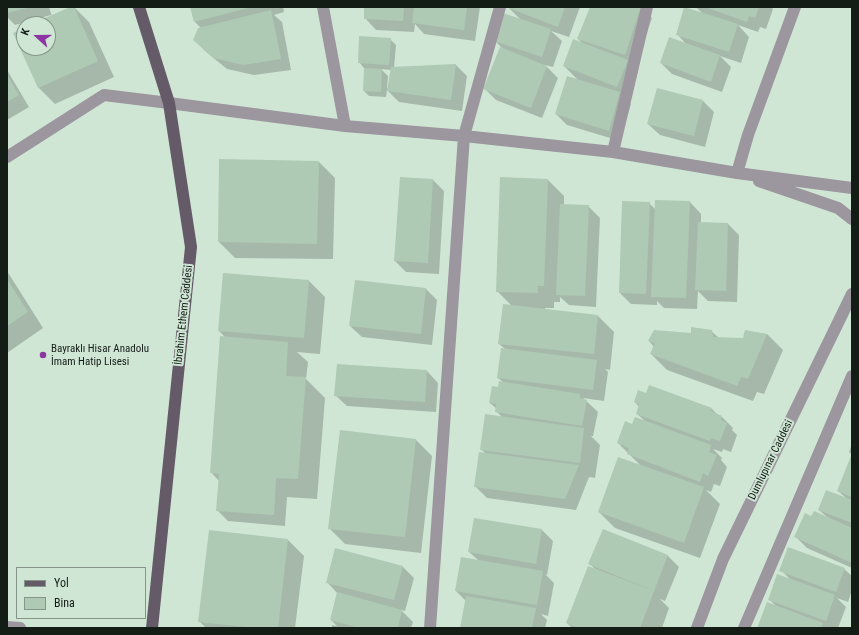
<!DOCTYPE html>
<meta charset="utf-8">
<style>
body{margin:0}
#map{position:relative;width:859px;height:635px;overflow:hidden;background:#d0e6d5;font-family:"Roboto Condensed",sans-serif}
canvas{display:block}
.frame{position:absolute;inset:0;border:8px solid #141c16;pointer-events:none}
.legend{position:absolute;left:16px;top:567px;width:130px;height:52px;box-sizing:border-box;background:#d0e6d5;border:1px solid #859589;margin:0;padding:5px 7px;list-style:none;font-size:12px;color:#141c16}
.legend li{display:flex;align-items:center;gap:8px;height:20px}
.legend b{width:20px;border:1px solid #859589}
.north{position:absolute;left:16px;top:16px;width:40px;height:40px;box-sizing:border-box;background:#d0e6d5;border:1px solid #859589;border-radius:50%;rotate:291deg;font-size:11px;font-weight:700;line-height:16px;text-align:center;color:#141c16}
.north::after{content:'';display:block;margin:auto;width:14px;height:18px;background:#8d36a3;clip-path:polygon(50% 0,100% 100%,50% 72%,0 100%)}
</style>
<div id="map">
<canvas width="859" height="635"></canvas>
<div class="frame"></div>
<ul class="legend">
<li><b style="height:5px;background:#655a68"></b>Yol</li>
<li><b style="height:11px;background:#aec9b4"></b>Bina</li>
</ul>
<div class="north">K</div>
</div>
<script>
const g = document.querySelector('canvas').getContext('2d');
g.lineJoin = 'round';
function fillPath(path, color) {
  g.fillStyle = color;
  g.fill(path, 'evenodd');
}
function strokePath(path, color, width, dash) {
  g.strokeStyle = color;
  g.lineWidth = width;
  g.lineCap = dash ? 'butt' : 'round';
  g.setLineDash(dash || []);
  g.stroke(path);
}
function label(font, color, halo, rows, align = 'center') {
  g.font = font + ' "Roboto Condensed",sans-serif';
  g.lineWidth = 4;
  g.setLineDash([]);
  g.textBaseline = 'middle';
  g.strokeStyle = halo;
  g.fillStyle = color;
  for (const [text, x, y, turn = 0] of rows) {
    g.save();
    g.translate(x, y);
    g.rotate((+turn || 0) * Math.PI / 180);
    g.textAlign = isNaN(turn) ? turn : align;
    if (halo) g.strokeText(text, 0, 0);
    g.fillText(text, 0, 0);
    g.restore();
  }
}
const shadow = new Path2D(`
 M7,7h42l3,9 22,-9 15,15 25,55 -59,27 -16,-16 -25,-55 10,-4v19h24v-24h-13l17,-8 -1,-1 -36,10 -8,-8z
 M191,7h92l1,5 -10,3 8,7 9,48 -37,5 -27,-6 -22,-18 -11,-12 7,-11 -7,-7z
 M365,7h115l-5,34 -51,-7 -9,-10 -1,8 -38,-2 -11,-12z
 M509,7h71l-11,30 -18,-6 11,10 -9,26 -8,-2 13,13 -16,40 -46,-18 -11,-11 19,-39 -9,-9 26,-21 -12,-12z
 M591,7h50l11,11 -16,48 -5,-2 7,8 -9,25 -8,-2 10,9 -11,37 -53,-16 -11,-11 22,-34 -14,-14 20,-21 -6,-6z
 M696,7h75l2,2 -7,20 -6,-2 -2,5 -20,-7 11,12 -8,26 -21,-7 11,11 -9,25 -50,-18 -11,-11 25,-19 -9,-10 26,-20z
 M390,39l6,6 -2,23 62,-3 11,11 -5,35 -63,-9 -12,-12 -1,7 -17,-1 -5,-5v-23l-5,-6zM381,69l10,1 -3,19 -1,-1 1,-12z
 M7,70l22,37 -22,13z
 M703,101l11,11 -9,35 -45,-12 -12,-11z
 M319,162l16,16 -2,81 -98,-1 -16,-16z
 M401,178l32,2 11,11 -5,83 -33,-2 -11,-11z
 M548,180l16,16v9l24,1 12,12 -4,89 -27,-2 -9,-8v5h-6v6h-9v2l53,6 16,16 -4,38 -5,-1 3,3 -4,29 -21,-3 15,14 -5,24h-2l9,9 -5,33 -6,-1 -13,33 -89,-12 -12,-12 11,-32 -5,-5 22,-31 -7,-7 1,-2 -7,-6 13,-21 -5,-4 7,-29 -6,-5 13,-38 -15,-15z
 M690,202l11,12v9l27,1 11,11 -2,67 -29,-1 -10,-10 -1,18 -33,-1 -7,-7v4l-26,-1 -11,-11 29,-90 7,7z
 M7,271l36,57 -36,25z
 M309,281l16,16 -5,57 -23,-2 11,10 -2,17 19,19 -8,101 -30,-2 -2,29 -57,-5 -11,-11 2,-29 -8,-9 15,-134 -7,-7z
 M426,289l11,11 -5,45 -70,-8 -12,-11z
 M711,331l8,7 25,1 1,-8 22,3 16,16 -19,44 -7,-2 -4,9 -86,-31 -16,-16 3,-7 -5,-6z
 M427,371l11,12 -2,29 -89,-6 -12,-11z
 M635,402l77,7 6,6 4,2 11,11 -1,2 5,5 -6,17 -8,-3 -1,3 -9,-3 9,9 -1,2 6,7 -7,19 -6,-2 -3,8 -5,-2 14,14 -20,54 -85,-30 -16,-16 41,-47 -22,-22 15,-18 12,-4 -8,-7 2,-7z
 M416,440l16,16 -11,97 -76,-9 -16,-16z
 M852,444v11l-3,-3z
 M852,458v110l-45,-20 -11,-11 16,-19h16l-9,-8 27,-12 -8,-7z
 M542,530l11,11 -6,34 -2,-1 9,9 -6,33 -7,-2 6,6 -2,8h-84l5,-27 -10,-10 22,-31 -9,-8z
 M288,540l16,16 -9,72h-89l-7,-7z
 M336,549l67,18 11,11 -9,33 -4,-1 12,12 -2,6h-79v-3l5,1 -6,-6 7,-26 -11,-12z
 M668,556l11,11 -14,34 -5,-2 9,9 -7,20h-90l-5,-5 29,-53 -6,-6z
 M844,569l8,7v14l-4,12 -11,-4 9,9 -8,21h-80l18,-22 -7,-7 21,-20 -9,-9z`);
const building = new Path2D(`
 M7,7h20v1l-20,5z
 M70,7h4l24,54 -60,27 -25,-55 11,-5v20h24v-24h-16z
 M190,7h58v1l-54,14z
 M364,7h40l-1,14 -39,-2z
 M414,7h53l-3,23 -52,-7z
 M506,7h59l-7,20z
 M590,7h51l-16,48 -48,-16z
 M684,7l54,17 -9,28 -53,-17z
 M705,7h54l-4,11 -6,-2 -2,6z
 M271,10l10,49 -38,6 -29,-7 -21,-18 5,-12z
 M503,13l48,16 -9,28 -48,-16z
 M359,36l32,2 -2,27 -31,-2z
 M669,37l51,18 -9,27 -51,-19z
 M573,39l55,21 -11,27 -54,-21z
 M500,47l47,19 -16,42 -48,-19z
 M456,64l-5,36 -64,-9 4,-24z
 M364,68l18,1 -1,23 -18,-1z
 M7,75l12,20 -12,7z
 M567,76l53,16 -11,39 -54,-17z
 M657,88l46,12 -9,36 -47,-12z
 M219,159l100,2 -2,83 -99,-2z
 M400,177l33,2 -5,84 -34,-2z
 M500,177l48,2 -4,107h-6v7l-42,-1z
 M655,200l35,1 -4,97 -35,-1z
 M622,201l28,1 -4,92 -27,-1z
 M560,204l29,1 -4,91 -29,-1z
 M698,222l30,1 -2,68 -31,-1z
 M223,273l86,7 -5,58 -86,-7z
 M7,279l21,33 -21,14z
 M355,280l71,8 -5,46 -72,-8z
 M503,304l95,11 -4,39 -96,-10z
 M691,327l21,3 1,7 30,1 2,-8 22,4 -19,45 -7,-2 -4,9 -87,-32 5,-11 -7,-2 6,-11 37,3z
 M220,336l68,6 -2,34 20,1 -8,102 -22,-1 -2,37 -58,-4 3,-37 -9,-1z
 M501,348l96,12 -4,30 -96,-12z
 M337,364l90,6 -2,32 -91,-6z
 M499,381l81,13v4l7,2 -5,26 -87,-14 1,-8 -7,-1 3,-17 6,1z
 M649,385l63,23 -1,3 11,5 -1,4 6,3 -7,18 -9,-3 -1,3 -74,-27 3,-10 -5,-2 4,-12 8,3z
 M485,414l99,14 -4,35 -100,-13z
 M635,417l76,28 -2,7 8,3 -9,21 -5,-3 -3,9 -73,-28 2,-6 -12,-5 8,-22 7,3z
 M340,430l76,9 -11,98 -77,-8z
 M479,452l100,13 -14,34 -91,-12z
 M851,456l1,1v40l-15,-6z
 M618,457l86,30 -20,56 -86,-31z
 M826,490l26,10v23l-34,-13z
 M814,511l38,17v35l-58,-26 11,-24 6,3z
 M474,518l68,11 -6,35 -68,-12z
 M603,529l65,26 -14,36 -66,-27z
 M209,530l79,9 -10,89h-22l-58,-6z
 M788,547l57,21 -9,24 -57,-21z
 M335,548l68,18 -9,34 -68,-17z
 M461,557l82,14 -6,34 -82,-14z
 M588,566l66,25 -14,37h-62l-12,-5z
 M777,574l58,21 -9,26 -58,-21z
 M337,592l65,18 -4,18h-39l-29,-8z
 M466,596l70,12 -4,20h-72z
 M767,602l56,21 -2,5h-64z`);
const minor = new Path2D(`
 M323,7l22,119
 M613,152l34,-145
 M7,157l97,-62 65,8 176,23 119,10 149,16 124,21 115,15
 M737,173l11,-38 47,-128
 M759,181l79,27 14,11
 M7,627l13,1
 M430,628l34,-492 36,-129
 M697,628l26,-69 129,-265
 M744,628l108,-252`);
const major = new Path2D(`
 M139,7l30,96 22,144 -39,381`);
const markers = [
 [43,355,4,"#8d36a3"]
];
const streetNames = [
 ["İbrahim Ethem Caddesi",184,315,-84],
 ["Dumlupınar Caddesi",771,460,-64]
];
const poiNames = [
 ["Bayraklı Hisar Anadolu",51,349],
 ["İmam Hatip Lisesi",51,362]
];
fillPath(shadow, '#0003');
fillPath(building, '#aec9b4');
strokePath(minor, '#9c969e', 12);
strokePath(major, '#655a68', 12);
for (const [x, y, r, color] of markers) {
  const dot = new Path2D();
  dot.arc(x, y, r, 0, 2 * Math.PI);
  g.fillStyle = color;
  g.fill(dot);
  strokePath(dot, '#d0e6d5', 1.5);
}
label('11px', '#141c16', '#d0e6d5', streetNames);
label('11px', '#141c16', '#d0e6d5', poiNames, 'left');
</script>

* Directions for this task
Look through the data above for the word "halo". Report each line where it occurs.

* The answer
function label(font, color, halo, rows, align = 'center') {
  g.strokeStyle = halo;
    if (halo) g.strokeText(text, 0, 0);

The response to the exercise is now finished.